Consistent with our prediction, we found that many studies (43.9?58.2%, depending on how often we gave benefit of the doubt incorrectly) did not follow Romesburg's (1981) H-D methodology; their inferences thus appeared to be based on retroductively derived, untested hypotheses, which are inherently unreliable for research and management (Romesburg 1981). A rigorous scientific method may have been implicit (but undiscernible) in an unknown proportion of these studies, but credibility of their findings was voluntarily compromised because the scientific method used was not made explicit. Conceivably, some of these studies may have been sufficiently novel that a priori hypotheses could not be formulated or tested, but such novelty should be rare in wildlife research where theoretical and empirical precedent is abundant.

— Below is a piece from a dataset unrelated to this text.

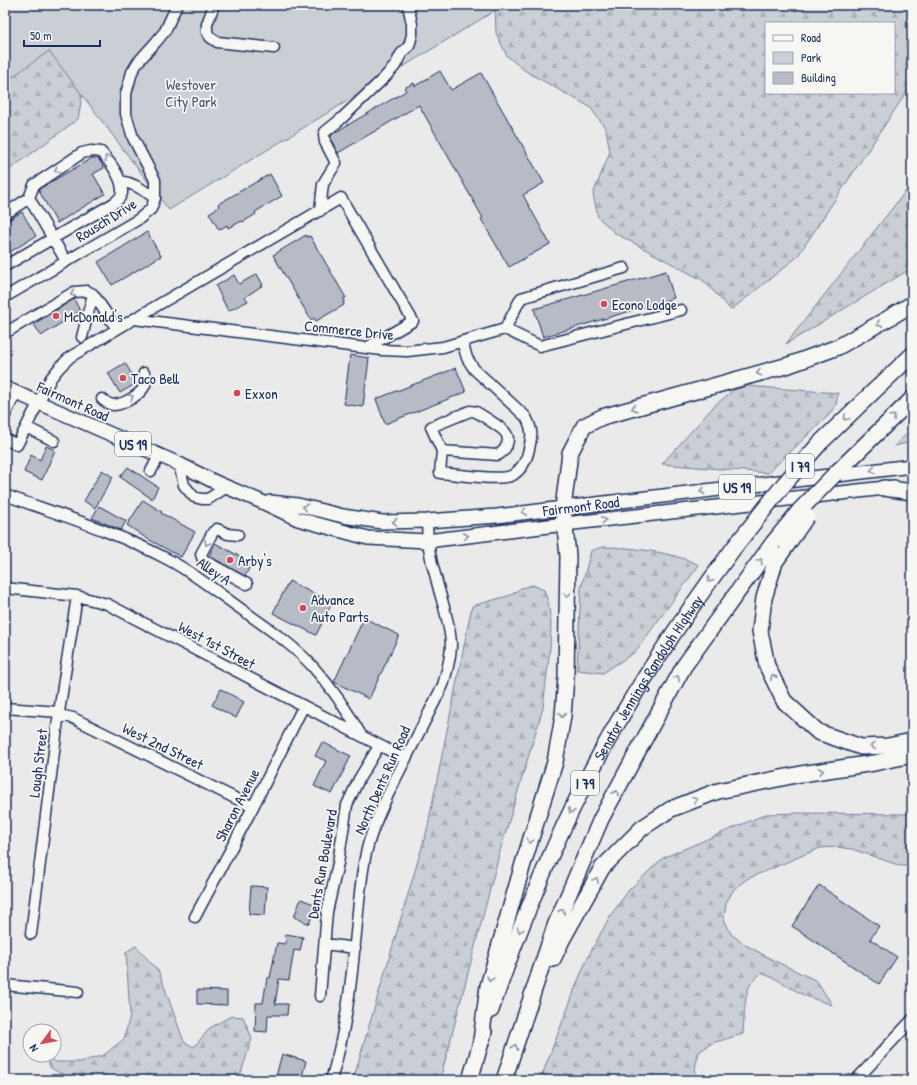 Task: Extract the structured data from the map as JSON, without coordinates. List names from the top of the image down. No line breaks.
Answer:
{"streets":{"highway":["I 79","Senator Jennings Randolph Highway"],"main road":["Fairmont Road","US 19"],"street":["Rousch Drive","Commerce Drive","Alley A","West 1st Street","West 2nd Street","Lough Street","North Dents Run Road","Sharon Avenue","Dents Run Boulevard"]},"crossings":[["Fairmont Road","North Dents Run Road"],["I 79","Senator Jennings Randolph Highway"],["Alley A","West 1st Street"],["West 1st Street","Lough Street"],["West 1st Street","North Dents Run Road"],["West 1st Street","Sharon Avenue"],["West 1st Street","Dents Run Boulevard"],["West 2nd Street","Lough Street"],["West 2nd Street","Sharon Avenue"]],"parks":["Westover City Park"],"places":["Econo Lodge","McDonald's","Taco Bell","Exxon","Arby's","Advance Auto Parts"],"legend":["Road","Park","Building"],"scale_bar":"50 m","north":"bottom left"}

Arguably, the prevalence of studies that only generate untested hypotheses may be considered one of wildlife science's major problems (J. D. Nichols, U.S. Geological Survey [retired], personal communication); the high proportion of studies we evaluated that generated but did not test hypotheses should therefore be of concern to researchers and managers. Remedying this problem requires a common understanding among wildlife researchers of what rigorous science entails and why it is important. The remainder of this paper aims to establish such an understanding. We draw from the breadth of available historical, philosophical, and scientific literature to synthesize the key concepts underpinning production of reliable knowledge, and discuss implications for research and management.

HOW IS RELIABLE KNOWLEDGE PRODUCED?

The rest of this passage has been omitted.